FIG. 3 is another example of strain-introduced magnetic domain control, in which a group of point-like strains aligned in a direction perpendicular to or substantially perpendicular to the rolling direction are formed on a directional electromagnetic steel plate at regular intervals in the rolling direction. It is a figure which shows typically the structure which was repeatedly arranged.
Embodiment for carrying out the invention
[0030]
Although the present inventors apply strain-introduced magnetic domain control to grain-oriented electrical steel sheets having a chromium-free phosphate-based tension-applying film, the forsterite-based primary film has a desired amount of Ti and It has been found that when S is contained, the effect of reducing iron loss is improved.
[0031]
Even when strain-introduced magnetic domain control is applied to grain-oriented electrical steel sheets having a chromium-free phosphate-based tension-applying film, the content of Ti and S contained in the forsterite-based primary film is appropriate. The reason why the effect of reducing iron loss is improved by adjusting to is presumed as follows.

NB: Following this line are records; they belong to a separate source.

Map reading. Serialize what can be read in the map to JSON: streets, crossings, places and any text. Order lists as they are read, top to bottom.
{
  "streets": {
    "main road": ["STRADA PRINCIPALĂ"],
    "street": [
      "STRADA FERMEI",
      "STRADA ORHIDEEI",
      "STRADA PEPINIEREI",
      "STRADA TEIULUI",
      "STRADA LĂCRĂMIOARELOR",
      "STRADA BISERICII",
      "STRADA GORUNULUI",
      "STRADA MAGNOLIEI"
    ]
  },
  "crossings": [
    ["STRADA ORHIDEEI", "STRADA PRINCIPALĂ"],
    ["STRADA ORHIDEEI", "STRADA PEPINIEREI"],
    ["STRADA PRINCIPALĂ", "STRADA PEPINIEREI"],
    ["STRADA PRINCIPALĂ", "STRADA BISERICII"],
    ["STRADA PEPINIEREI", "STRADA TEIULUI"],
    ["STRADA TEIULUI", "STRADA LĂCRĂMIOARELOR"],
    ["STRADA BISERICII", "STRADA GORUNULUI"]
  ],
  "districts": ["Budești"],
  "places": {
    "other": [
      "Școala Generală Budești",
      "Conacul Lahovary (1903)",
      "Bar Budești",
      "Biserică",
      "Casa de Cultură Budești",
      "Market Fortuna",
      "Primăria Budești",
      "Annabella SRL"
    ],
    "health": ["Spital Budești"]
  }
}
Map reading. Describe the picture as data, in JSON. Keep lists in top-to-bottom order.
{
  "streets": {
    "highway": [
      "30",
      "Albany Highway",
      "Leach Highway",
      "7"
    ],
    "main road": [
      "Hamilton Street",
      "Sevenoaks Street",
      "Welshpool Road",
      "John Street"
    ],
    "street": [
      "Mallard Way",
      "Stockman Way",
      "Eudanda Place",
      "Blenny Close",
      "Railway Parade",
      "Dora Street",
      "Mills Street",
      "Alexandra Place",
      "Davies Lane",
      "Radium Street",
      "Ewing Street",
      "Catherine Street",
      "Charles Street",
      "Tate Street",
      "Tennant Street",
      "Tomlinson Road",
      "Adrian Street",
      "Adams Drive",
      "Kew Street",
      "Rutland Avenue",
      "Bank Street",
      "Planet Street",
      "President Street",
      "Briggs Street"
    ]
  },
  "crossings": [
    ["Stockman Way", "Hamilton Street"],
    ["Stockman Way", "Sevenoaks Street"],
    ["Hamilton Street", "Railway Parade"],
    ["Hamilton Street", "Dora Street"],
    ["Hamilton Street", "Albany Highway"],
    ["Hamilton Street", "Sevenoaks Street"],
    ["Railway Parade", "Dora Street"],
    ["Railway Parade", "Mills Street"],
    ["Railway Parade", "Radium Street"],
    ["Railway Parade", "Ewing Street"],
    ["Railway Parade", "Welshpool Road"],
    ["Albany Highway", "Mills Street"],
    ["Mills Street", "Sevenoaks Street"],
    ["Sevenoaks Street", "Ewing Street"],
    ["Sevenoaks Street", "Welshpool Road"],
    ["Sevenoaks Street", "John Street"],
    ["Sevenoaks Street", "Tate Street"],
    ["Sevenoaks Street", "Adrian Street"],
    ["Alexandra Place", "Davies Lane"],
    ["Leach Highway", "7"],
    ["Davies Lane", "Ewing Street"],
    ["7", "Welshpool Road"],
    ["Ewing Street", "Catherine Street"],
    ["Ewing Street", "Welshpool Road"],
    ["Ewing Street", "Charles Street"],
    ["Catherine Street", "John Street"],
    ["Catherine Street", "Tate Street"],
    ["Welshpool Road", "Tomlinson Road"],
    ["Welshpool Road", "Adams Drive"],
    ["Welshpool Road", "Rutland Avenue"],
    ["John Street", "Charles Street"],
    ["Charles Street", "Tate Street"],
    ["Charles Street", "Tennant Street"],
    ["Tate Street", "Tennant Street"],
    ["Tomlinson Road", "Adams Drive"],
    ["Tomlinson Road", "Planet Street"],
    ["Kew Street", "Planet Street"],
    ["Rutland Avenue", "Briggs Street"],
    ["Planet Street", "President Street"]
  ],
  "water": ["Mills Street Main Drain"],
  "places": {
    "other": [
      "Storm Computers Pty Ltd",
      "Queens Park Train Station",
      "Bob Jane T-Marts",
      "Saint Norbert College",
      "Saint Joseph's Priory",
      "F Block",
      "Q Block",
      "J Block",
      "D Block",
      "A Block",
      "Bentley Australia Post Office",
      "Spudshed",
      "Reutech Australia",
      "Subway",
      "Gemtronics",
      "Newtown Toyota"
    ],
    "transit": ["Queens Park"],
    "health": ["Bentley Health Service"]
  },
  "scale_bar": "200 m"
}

When strain-introducing magnetic domain control is applied to a directional electromagnetic steel sheet having a phosphate-based tension-applying film containing chromium, the chromium in the tension-applying film is exposed to laser irradiation or electron beam heating in the steel sheet. It is considered that the action of retaining the strain can be effectively exhibited. On the other hand, when strain-introduced magnetic domain control is applied to a directional electromagnetic steel sheet having a chromium-free phosphate-based tension-applying film, laser irradiation or electron beam heating causes strain to remain in the steel sheet. It is considered that the action is not fully expressed.
[0032]
On the other hand, when a chromium-free phosphate-based tension-imparting film is provided on the mother steel sheet, an appropriate amount of Ti and S is contained in the forsterite-based primary film under the tension-applying film. Therefore, it is considered that Ti and S can effectively exhibit the action of residual strain in the steel sheet by laser irradiation, electron beam heating, or the like.
[0033]
The directional electromagnetic steel sheet according to the present embodiment includes a mother steel sheet, a forsterite-based primary film arranged on the surface of the mother steel sheet, and a chromium-free phosphate arranged on the surface of the primary film. A directional electromagnetic steel sheet comprising a system tensioning coating, wherein the Ti content and the S content in% by mass in the forsterite-based primary coating are expressed as XTi and XS, respectively. XTi / XS, which is the ratio of the amount to the S content, satisfies the following formula (1), and XTi + XS, which is the sum of the Ti content and the S content, satisfies the following formula (2). It is characterized by being controlled.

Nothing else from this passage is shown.